The stock market’s missing a key participant as the second quarter kicks off with a rout.
Corporate America is stuck on the sidelines as the S&P 500 Index plunges to its lowest level since early February. That’s to comply with regulations under which companies refrain from discretionary stock buybacks for about five weeks before reporting earnings through the 48 hours that follow. So, with first-quarter reporting season kicking into high gear in two weeks, companies must sit on their hands while the market fizzles.
The timing of discretionary buybacks has gained traction in recent years with corporate appetite dwarfing all other investors as the biggest source of demand for U.S. stocks. Strategists such as Goldman Sachs Group Inc.’s David Kostin have pointed out that it’s no coincidence the late-January selloff occurred during a blackout period.

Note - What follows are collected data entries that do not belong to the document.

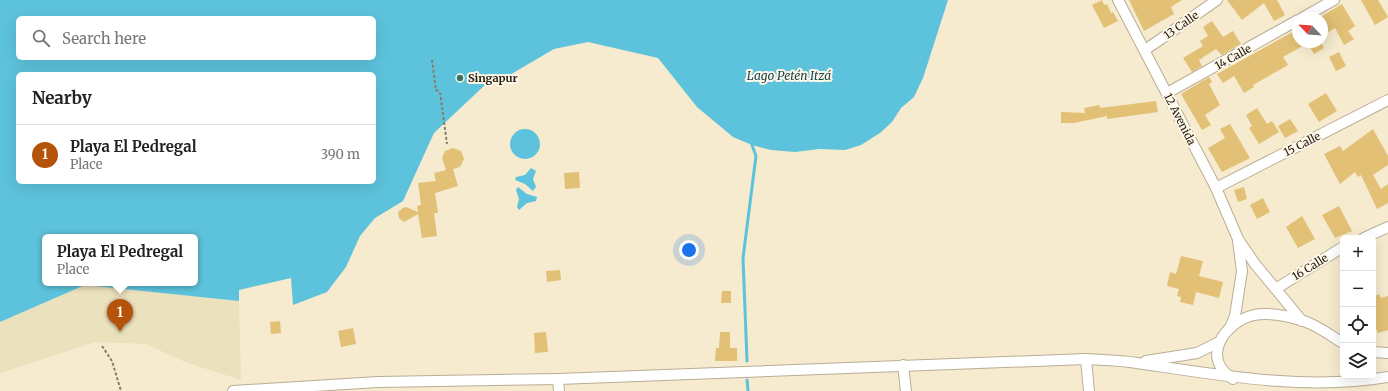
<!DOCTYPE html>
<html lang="en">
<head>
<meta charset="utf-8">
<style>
	:root { --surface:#fff; --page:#f2f2f2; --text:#222; --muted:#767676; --line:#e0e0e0; --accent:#b45309 }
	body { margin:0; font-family:Merriweather,serif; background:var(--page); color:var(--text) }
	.controls { position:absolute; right:12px; bottom:12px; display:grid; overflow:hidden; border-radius:6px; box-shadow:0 4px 16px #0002 }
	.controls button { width:36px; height:36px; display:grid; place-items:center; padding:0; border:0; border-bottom:1px solid var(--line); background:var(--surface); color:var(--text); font:20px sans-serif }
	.compass { position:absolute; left:1292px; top:12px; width:36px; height:36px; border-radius:50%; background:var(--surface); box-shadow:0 4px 16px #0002; rotate:295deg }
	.you { position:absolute; left:689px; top:250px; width:14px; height:14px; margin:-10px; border:3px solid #fff; border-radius:50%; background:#1a73e8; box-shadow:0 0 0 6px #1a73e833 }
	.badge { display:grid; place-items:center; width:26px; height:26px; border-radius:50%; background:var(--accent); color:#fff; font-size:13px; font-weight:700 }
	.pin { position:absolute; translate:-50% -33px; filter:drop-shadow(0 1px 2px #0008) }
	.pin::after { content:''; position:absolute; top:21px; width:14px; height:12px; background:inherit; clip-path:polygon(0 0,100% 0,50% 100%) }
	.popup { position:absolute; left:42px; top:234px; width:156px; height:52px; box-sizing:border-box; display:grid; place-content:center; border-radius:6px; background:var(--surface); filter:drop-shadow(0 1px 3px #0005); font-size:13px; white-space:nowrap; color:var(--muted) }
	.popup b { font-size:15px; color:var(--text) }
	.popup::after { content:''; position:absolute; left:50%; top:100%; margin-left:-8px; border:8px solid transparent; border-top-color:var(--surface) }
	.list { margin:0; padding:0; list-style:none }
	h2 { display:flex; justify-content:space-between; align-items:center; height:52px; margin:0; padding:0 16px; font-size:17px }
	h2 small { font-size:13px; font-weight:400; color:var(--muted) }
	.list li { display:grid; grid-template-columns:26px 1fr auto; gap:12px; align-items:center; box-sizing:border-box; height:60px; padding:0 16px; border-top:1px solid var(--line) }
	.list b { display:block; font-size:15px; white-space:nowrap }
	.list p { margin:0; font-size:13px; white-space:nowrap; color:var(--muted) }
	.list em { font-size:13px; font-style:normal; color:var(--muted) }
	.icon { flex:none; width:22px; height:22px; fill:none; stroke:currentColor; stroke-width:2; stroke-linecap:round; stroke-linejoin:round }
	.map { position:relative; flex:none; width:1388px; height:391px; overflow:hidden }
	.search { position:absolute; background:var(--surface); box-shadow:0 4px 16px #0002; left:16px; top:16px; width:360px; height:44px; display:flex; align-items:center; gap:10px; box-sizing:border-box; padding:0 14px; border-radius:6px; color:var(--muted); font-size:15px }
	.panel { position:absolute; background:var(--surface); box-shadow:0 4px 16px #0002; left:16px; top:72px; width:360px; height:112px; border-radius:6px }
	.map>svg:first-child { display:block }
</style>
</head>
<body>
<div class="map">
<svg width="1388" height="391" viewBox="0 0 1388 391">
	<rect width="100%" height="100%" fill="#f6eacf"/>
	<polygon fill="#ebe1bc" points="85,285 239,301 241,380 185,362 146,344 96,342 0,373 0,322"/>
	<g fill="#5dc3dc" fill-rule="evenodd">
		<path d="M0 0H948L923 78 914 97 901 108 892 122 880 133 861 145 845 150 819 149 795 152 771 150 752 145 733 137 697 107 658 58 588 42 554 49 508 76 486 84 434 133 403 201 375 218 360 236 346 267 327 292 293 305 291 278 239 290V301L85 285 0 322ZM18 18H374V58H18ZM18 74H374V182H18ZM45 237H195V283H45Z"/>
		<circle cx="525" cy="144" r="15"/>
		<polygon points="531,168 536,171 533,179 536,187 533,191 525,184 515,180 516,177 525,175"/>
		<polygon points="518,187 527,194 537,197 536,201 527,203 519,210 517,207 519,199 516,190"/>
	</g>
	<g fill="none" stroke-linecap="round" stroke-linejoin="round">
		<g stroke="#5dc3dc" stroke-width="3">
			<polyline points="747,361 743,258 756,156 752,145"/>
			<polyline points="747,380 748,391"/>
		</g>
	</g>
	<g fill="#e2c176">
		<polygon points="1102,0 1104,5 1107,4 1111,13 1113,12 1118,21 1104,28 1092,5"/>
		<polygon points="1129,0 1182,0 1171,7 1174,14 1144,31"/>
		<polygon points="1227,0 1277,0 1285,15 1274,21 1264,3 1242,20"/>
		<polygon points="1361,0 1378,0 1388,17 1375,25"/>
		<polygon points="1342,4 1355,26 1348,31 1354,39 1344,45 1335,28 1325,34 1322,28 1322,16"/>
		<polygon points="1212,21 1223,37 1233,31 1241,44 1222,55 1216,49 1199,60 1202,66 1192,72 1183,58 1203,46 1200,41 1208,36 1203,27"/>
		<polygon points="1298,29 1298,42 1321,42 1324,48 1314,54 1308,43 1283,57 1288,65 1253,85 1254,87 1244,93 1234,76 1223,83 1217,74"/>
		<polygon points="1339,52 1346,66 1336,71 1329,57"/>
		<polygon points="1209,77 1212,82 1209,84 1220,105 1205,115 1211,125 1202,130 1181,94"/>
		<polygon points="1326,93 1337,111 1319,122 1308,104"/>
		<polygon points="1156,101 1158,112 1107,119 1107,116 1074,123 1061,123 1061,112 1085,113 1084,108 1099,105 1100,108"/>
		<polygon points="1257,108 1267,124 1272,121 1279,132 1259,144 1249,128 1252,126 1246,115"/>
		<polygon points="1290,119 1298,131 1285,138 1278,126"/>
		<polygon points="1230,124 1250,158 1222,172 1208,148 1225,138 1220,129"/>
		<polygon points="1373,129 1388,156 1388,165 1373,175 1381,189 1388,184 1388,203 1377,209 1361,175 1358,177 1355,172 1340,184 1324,154 1340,146 1343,151"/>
		<polygon points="453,148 461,151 464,159 460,167 453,169 458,186 435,193 438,213 434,213 437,236 422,238 418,214 404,222 399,218 398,212 403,208 406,207 418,212 417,206 421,205 418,183 436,181 434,173 446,170 442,158 445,151"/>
		<polygon points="579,172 580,188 565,189 564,173"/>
		<polygon points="1244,187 1247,199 1238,202 1234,190"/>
		<polygon points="1263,198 1270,212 1257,219 1250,205"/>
		<polygon points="1339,206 1352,231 1335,238 1322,215"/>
		<polygon points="1302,216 1315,239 1298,248 1286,227"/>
		<polygon points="1181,256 1203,261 1199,276 1223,282 1219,298 1196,292 1193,305 1180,302 1181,297 1177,296 1179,289 1167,286 1170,272 1176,274"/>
		<polygon points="560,270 561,280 547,282 546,271"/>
		<polygon points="722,291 731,291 731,303 721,303"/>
		<polygon points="1379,294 1381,298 1388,296 1388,330 1378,333 1376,328 1373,329 1373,297"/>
		<polygon points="280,321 281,333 271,334 270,322"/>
		<polygon points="353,328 356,344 341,347 338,331"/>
		<polygon points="546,332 548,352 535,353 534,333"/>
		<polygon points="720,332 730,332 730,348 737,348 737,361 715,361 716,348 719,348"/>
	</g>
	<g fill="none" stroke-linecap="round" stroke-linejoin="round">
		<defs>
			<g id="minor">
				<polyline points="1118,0 1216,188 1238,239 1255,264 1302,321"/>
				<polyline points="1302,18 1334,0"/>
				<polyline points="1145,50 1217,0"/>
				<polyline points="1167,93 1298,20"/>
				<polyline points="1216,188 1388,100"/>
				<polyline points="1364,238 1388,227"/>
				<polyline points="1277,288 1343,247"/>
				<polyline points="1230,328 1235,316 1242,271 1238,241"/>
				<polyline points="1373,352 1388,353"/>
				<polyline points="1086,359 1089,391"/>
				<polyline points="1146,361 1197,353 1219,342"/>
				<polyline points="903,365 906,391"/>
				<polyline points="558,379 559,391"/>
				<path d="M1233 379C1200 358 1224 322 1254 315 1271 312 1296 317 1311 324 1322 329 1333 337 1343 343"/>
				<path d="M233 391 378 382 558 379 1086 359C1103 360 1121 360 1137 363 1219 375 1306 391 1388 377"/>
			</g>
		</defs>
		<use href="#minor" stroke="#b9ae94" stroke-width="12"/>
		<g stroke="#857d6b" stroke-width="2" stroke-dasharray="3 2" stroke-linecap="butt">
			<polyline points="432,60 436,90 440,92 447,144"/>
			<polyline points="102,346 112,361 121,391"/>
		</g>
		<use href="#minor" stroke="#fff" stroke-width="10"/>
	</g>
	<circle fill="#337463" stroke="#fff7e7" stroke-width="1.5" cx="460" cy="78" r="4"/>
	<g text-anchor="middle" stroke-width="4" stroke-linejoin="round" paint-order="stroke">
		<g font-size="11" fill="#201b11" stroke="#fff7e7">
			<text transform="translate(1181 25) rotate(-35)" y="4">13 Calle</text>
			<text transform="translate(1233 57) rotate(-29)" y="4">14 Calle</text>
			<text transform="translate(1180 119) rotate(63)" y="4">12 Avenida</text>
			<text transform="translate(1302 144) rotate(-27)" y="4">15 Calle</text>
			<text transform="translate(1310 267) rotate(-32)" y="4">16 Calle</text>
		</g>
		<g font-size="11" font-weight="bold" fill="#201b11" stroke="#fff7e7" text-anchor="start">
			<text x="468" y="82">Singapur</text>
		</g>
		<g font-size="12" font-style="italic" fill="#184651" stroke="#fff7e7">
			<text x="789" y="80">Lago Petén Itzá</text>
		</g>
	</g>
</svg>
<div class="controls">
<button>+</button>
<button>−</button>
<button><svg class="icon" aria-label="locate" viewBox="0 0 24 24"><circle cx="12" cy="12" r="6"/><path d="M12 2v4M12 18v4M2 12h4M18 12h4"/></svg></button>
<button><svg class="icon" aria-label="layers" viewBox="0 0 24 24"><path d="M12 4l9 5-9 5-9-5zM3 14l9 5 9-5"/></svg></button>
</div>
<svg class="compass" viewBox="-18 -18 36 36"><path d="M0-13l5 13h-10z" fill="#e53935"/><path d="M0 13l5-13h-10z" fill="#767676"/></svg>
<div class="you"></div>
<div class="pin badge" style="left:120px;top:332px">1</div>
<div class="popup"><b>Playa El Pedregal</b>Place</div>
<div class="search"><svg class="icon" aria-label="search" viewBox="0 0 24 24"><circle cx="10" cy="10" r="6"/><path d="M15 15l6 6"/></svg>Search here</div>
<section class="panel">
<h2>Nearby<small></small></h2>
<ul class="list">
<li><span class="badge">1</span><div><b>Playa El Pedregal</b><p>Place</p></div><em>390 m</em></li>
</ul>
</section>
</div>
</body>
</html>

S&P 500 firms have bought back almost $4 trillion of their own shares since the bull market began nine years ago, data compiled by S&P Dow Jones Indices show.
That demand helped
mitigate damage in early February when stocks tumbled into the first correction in two years. Goldman Sachs’ buyback desk
had its busiest week ever during the rout and companies were called “basically the only buyers.” Volume in S&P 500 stocks was about 7 percent above the 30-day average Monday.
Not everyone agrees that the buyback blackout is partly to blame for Monday’s selloff. According to Marko Kolanovic, JPMorgan Chase & Co.’s global head of quantitative and derivative strategy, the majority of buybacks are usually done through preset programs that are not subject to blackout. Moreover, stocks typically go up more when repurchases are announced than when the transactions actually occur.
“The whole story about blackout is misconception,” Kolanovic wrote in an email.
So, what could be behind the selloff? Kolanovic’s team last week attributed the recent downturn to an “
irrational response” to global trade tensions. The S&P 500 is trading at below-average valuations even as earnings growth is picking up, a sign that any weakness would be worth buying, the strategists wrote in a March 27 note.
A basket of companies compiled by Goldman Sachs with the highest percentage of buybacks as a share of market capitalization isn’t coming under acute pressure on Monday, however, as technology stocks continue to lead the way down.